Blocking rule actions
This section describes S-TAP Terminate and S-GATE rule actions.
S-TAP Terminate
The S-TAP Terminate action terminates a database connection (a session) and prevents additional requests on that session. This action is available in the S-TAP regardless of whether S-GATE is used.
Note: With S-TAP Terminate, the triggering request is not usually blocked but additional requests
from that session are blocked. With a high request rate, sometimes more than one request may go
through before the session is terminated.
S-GATE
S-GATE provides database protection via the S-TAP for both network and local connections. When
S-GATE is available, all database connections (sessions) are evaluated and tagged for monitoring in
one of the following S-GATE modes:
- Attached (S-GATE is "on"): S-TAP is in firewalling mode for that session, and it holds the database requests and waits for a verdict on each request before releasing its responses. Latency is expected in this mode, but it ensures that rogue requests are blocked.
- Detached (S-GATE is "off"): S-TAP is in normal monitoring mode for that session, and it passes requests to the database server without any delay. Latency is not expected in this mode.
It is possible to alter the default S-GATE configuration in real time using the following S-GATE
policy rule actions:
- S-GATE Attach: sets S-GATE mode to "Attached" for a specific session. Intended for use when a certain criteria is met that raises the need to closely watch (and if needed block) the traffic on that session.
- S-GATE Detach: sets S-GATE mode to "Detached" for a specific session. S-GATE Detach is intended for use on sessions that are considered safe or sessions that cannot tolerate any latency.
- S-GATE Terminate: applies only when the session is attached, S-GATE Terminate drops the reply of the firewalled request and terminates the session on some databases.
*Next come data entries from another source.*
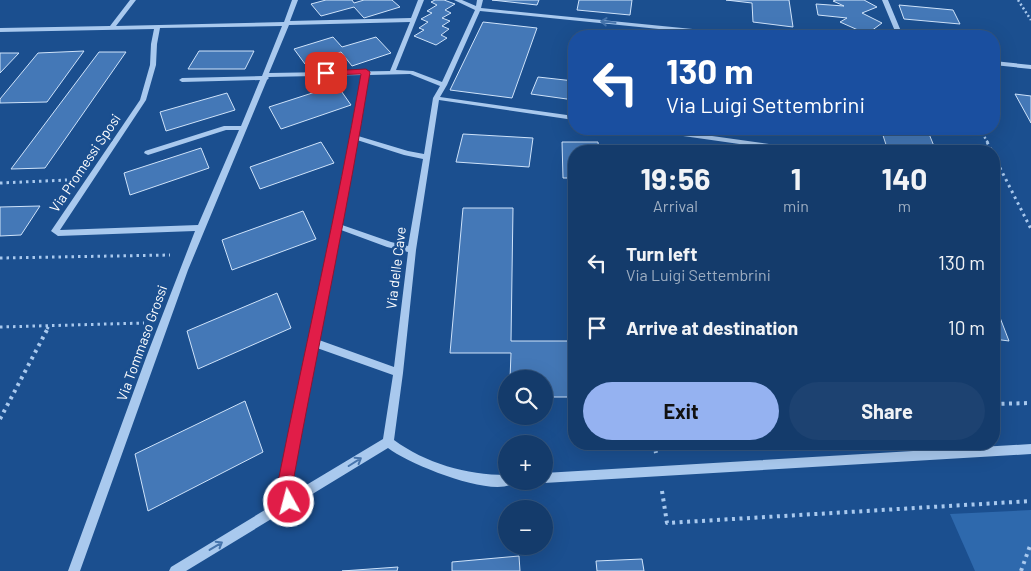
<!DOCTYPE html>
<html lang="en">
<head>
<meta charset="utf-8">
<style>
	:root { --surface:#143b6b; --page:#1d4271; --text:#f1f3f6; --muted:#9dadc1; --line:#33557e; --accent:#95b2f1 }
	body { margin:0; font-family:Barlow,sans-serif; background:var(--page); color:var(--text); height:100vh; display:flex; flex-direction:column; font-size:19px; white-space:nowrap }
	* { box-sizing:border-box; margin:0 }
	p { font-size:16px; color:var(--muted) }
	.icon { flex:none; width:28px; height:28px; fill:none; stroke:currentColor; stroke-width:2; stroke-linecap:round; stroke-linejoin:round }
	.map { position:relative; flex:1; overflow:hidden }
	.details { position:absolute; left:568px; top:145px; width:432px; height:305px; display:flex; flex-direction:column; background:var(--surface); border-radius:20px; box-shadow:0 5px 20px #0002,0 0 0 1px var(--line) }
	.details>* { flex:none }
	.guide { position:absolute; left:568px; top:30px; width:432px; height:105px; border-radius:20px; box-shadow:0 5px 20px #0002,0 0 0 1px var(--line); background:#1a4fa0; color:#fff; overflow:hidden }
	.buttons { position:absolute; left:498px; top:370px; display:grid; gap:10px }
	.buttons a { display:grid; place-items:center; width:55px; height:55px; border-radius:50%; background:var(--surface); box-shadow:0 5px 20px #0002,0 0 0 1px var(--line); font-size:25px }
	.pin { position:absolute; display:grid; place-items:center; width:42px; height:42px; color:#fff; margin:-21px; border-radius:10px; box-shadow:0 2px 8px #0006 }
	.me { position:absolute; width:55px; margin:-28px; rotate:353deg; stroke-linejoin:round; filter:drop-shadow(0 0 4px #0008) }
	.turn { display:flex; align-items:center; gap:18px; height:105px; padding:0 15px; font-size:22px }
	.turn .icon { width:65px; height:65px; stroke-width:2.5 }
	.turn b { display:block; font-size:35px; line-height:42px }
	.eta { display:flex; justify-content:space-evenly; align-items:center; height:85px; text-align:center }
	.eta b { font-size:30px; font-weight:700; line-height:35px }
	.action { display:flex; gap:10px; margin-top:auto; padding:10px 15px }
	.action a { flex:1; height:58px; border-radius:30px; background:var(--accent); color:#111; font-size:20px; font-weight:700; line-height:58px; text-align:center }
	.action a+a { background:var(--page); color:var(--text) }
	ul { padding:0; list-style:none }
	li { display:flex; align-items:center; gap:15px; height:65px; padding:0 15px }
	li div { flex:1 }
	li b { display:block; font-size:19px }
	li em { font-style:normal }
	.map>svg:first-child { display:block }
	.green { fill:#2e69ad }
	.building { fill:#4478b7; stroke:#cfe3fa }
	.lines { fill:none; stroke-linecap:round; stroke-linejoin:round }
	.path-far2 { stroke:#a9c9ee; stroke-width:2.5; stroke-dasharray:2 2.5; stroke-linecap:butt }
	.path-far1 { stroke:#a9c9ee; stroke-width:3; stroke-dasharray:2.5 4; stroke-linecap:butt }
	.path { stroke:#a9c9ee; stroke-width:4; stroke-dasharray:3 4.5; stroke-linecap:butt }
	.minor { fill:#a9c9ee; fill-rule:evenodd }
	.oneway { stroke:#4674ac }
	.route { fill:#e11d48; stroke:#92132f }
	.labels { text-anchor:middle; stroke-width:5; stroke-linejoin:round; paint-order:stroke }
	.street-label { font-size:14px; fill:#fff; stroke:#1b4f8f }
</style>
</head>
<body>
<div class="map">
<svg width="1031" height="571" viewBox="0 0 1031 571">
	<rect width="100%" height="100%" fill="#1b4f8f"/>
	<path class="green" d="M1031,510V571H975L950,514Z"/>
	<path class="building" d="M326,0H352L354,3L364,0H392L400,7L364,18L354,7L321,16L311,4Z
		M435,0H444L455,4L445,10L451,13L442,18L450,21L442,26L449,29L441,35L447,38L436,45L414,36L424,30L419,28L428,22L421,19L432,13L427,11L437,5L431,2Z
		M492,0H539L537,5Z
		M579,0H632L630,15L577,10Z
		M726,0H789L793,27L753,22L752,3Z
		M836,0H864L877,7L862,13L882,23L867,34L840,22L847,18L818,15L816,4L844,6L833,1Z
		M899,5L953,10L960,24L904,19Z
		M483,22L537,28L512,98L450,90Z
		M911,30L967,35L968,36H913Z
		M333,37L342,47L376,37L391,53L352,66L341,52L305,64L294,49Z
		M84,51L47,102L0,103V99L38,53Z
		M199,51H254L245,69H188Z
		M99,52H126L45,168L11,169Z
		M0,53H19L0,73Z
		M538,77L574,81V100L531,94Z
		M337,85L351,105L281,129L269,107Z
		M227,93L235,110L166,131L160,112Z
		M1015,94L1031,96V123Z
		M881,129H927L936,151H888Z
		M463,134L533,138L529,167L456,162Z
		M321,142L334,163L260,189L250,167Z
		M562,142H598L599,151H574V178H563Z
		M201,148L209,168L130,195L124,173Z
		M40,206L21,235L0,236V207Z
		M463,208H513L511,341H574V397H544V379H510L511,353H450Z
		M303,211L316,239L232,270L222,240Z
		M277,293L291,328L198,369L187,331Z
		M994,302L1009,341L994,339Z
		M245,401L263,452L148,511L135,454Z
		M519,556L520,571H452V562Z
		M642,559L644,571H597L596,561Z
		M398,567L397,571H342Z"/>
	<g class="lines">
		<path class="path-far2" d="M1018,0L1031,20
			M980,129L988,143"/>
		<path class="path-far1" d="M987,142L992,151
			M994,156L1031,229
			M0,183L67,180
			M0,258L170,255
			M0,327L144,323
			M47,329L49,326"/>
		<path class="path" d="M994,404L1031,403
			M0,419L48,328
			M654,444L656,453
			M662,491L667,523L1031,501
			M1021,571L1031,543"/>
		<path class="minor" d="M130,0H136L116,26L284,22L292,0H298L290,21L411,18L418,0H424L396,70L413,71L442,82L475,10L454,0H462L476,6L477,0H483L481,8L743,34L746,36H728L480,11L447,85L440,97L574,116V120L439,100L416,250L403,373L394,440C425,463 467,475 506,475V481H511L510,485C485,495 409,464 388,448L186,571H169L171,567L283,499L280,482L309,345L307,342L310,339L344,175L362,75L268,77L269,78L267,80L188,270L80,571H68L147,355L195,231L58,236L51,231L140,100L150,65L151,44L154,29L0,32V28L110,26ZM410,22L390,71L269,73L289,25ZM282,26L262,76L182,78L179,80L182,82L260,80L241,126H224L145,151L144,153L148,155L226,130H239L198,225L60,230L146,100L156,65L157,44L160,28ZM410,74L440,86L433,98L424,154L408,151L358,136L369,75ZM357,140L404,155L423,159L408,246L391,242L342,225ZM341,230L387,247L408,252L394,367L319,340ZM317,348L393,375L383,439L293,493L292,482Z
			M882,0H888L903,36H897Z
			M994,61L1031,65V69L994,65Z
			M645,129H662L804,149L808,151H789L648,131Z
			M1031,444V454L544,483L540,481H544V473Z"/>
	</g>
	<defs><path id="oneway-shaft" d="M-6 0H5M1.5-3L5.5 0L1.5 3" fill="none" stroke-width="1.6" stroke-linecap="round" stroke-linejoin="round" transform="scale(1.25)"/></defs>
	<g class="oneway">
		<use href="#oneway-shaft" transform="translate(608 22) rotate(-174)"/>
		<use href="#oneway-shaft" transform="translate(355 462) rotate(-32)"/>
		<use href="#oneway-shaft" transform="translate(216 546) rotate(-31)"/>
	</g>
	<path class="route" d="M366,69L370,72C348,209 318,345 293,482L297,502L295,507L289,509L284,507L278,482C305,346 337,211 361,74L326,75L322,73L326,71Z"/>
	<g class="labels">
		<g class="street-label">
			<text transform="translate(85 163) rotate(-56)" y="5">Via Promessi Sposi</text>
			<text transform="translate(396 268) rotate(-83)" y="5">Via delle Cave</text>
			<text transform="translate(142 343) rotate(-70)" y="5">Via Tommaso Grossi</text>
		</g>
	</g>
</svg>
<div class="buttons">
<a><svg class="icon" aria-label="search" viewBox="0 0 24 24"><circle cx="10" cy="10" r="6"/><path d="M15 15l6 6"/></svg></a>
<a>+</a>
<a>−</a>
</div>
<div class="pin" style="left:326px;top:73px;background:#d93025"><svg class="icon" aria-label="arrive" viewBox="0 0 24 24"><path d="M6 21V4h12l-3 4 3 4H6"/></svg></div>
<svg class="me" style="left:289px;top:502px" viewBox="-20 -20 40 40"><circle r="17" fill="#e11d48" stroke="#fff" stroke-width="3"/><path d="M0-11L8 9 0 5-8 9z" fill="#fff"/></svg>
<div class="guide">
<div class="turn"><svg class="icon" aria-label="left" viewBox="0 0 24 24"><path d="M17 20v-9H6M10 6l-5 5 5 5"/></svg><div><b>130 m</b>Via Luigi Settembrini</div></div>
</div>
<section class="details">
<div class="eta">
<div><b>19:56</b><p>Arrival</p></div>
<div><b>1</b><p>min</p></div>
<div><b>140</b><p>m</p></div>
</div>
<ul>
<li><svg class="icon" aria-label="left" viewBox="0 0 24 24"><path d="M17 20v-9H6M10 6l-5 5 5 5"/></svg><div><b>Turn left</b><p>Via Luigi Settembrini</p></div><em>130 m</em></li>
<li><svg class="icon" aria-label="arrive" viewBox="0 0 24 24"><path d="M6 21V4h12l-3 4 3 4H6"/></svg><div><b>Arrive at destination</b></div><em>10 m</em></li>
</ul>
<div class="action"><a>Exit</a><a>Share</a></div>
</section>
</div>
</body>
</html>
The S-GATE TERMINATE policy rule action causes a previously watched session to terminate.
Notes:
- S-TAP and S-GATE Terminate actions do not work on a client IP group whose members have wild-card characters. S-TAP and S-GATE Terminate only work with a single IP address. Wildcards should be handled by groups if the customer wants to use multiple IP entries. Customer can create groups of trusted or untrusted users/clients to handle their business needs in the policies.
- There are limitations for using S-GATE with A-TAP with older Linux kernels. For S-TAP V10.1.2 and higher, S-GATE is supported everywhere except Linux with A-TAP using kernels earlier than 2.6.36.
- For MySQL databases, the default command line connection is
mysql -u <user> -p <pass> <dbname>
. In this mode, MySQL first maps all the objects and fields in the database to support tab-key auto-completion. A terminate rule on any object or field involved in this mapping immediately disables the connection session. To avoid this, connect to MySQL with the-A
flag, which disables the auto-complete feature and will not trigger the terminate rule. Another option is to fine-tune the rule and not terminate on any access to these objects or fields, instead defining a narrower criteria that does not trigger the rule on the login sequence.